The initial surprise of authorities was succeeded by the certainty that the plan to gradually transform the country into a post-Brexit hub for wealthy entrepreneurs and corporation from the City of London has good chances of being a success.
The same official also submitted a list of concerns that would have to be addressed before his clients could decide to transfer their tax domicile to Greece. For instance, the law stipulates that for a foreigner to become a Greek tax resident – and face a small flat tax rate – he or she would have to carry out an investment of at least 500,000 euros within three years.
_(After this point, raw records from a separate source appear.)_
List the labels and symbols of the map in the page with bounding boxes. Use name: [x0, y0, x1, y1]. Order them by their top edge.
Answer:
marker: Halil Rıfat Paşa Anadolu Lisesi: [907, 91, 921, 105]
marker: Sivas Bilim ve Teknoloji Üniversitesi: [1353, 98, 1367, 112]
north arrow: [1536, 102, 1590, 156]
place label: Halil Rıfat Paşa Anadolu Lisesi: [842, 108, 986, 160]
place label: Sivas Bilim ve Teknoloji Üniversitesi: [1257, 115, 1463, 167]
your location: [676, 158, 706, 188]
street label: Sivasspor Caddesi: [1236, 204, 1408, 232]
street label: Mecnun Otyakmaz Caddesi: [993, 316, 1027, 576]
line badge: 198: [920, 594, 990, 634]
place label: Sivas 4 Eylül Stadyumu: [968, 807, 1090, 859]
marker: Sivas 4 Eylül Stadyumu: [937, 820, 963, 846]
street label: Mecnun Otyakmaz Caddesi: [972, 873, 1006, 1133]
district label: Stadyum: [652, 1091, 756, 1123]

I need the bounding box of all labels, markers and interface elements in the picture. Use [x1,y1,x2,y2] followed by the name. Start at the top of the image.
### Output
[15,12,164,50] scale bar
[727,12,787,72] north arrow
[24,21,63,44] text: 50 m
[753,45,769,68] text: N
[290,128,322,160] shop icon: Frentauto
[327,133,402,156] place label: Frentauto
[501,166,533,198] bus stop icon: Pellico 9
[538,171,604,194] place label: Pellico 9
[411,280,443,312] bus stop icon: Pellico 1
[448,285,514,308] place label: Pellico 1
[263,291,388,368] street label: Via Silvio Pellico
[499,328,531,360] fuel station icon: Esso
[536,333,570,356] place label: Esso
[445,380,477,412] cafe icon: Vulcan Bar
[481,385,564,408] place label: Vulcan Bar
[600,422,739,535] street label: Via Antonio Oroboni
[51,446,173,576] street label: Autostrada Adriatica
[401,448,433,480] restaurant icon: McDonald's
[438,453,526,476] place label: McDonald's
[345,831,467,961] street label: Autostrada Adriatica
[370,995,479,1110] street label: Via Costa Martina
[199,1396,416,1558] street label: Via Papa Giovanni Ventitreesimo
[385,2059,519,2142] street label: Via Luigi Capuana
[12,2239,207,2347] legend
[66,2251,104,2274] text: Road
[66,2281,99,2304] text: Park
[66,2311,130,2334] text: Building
In the case of bond or stock purchases, however, it is unknown how long the foreigner has to hold them for.
Strong interest on the one hand and the gray areas in the law on the other, have led the government to expands the scope of the scheme by providing more incentives for more categories of foreigners seeking to move their tax residence.
Multinational businesses and auditing firms that are active in Greece have been surprised by the interest being expressed and are focusing a large part of their activities on non dom. In fact, one major auditing company has already carried out procedures for 15 foreigners who are now tax residents in Greece.
One of its clients, an Indian citizen, is in the billionaire category as his fortune tops €4-5 billion. He obtained a Greek tax registration number (AFM) a few days ago and by end-December must pay the state tax worth €100,000, as foreseen by the law. The Indian billionaire has reportedly spent long periods of time in Greece recently, impressed by the country’s natural attractions and climate.
Another noteworthy development is that most applicants have been European nationals, against expectations for Chinese and Russians.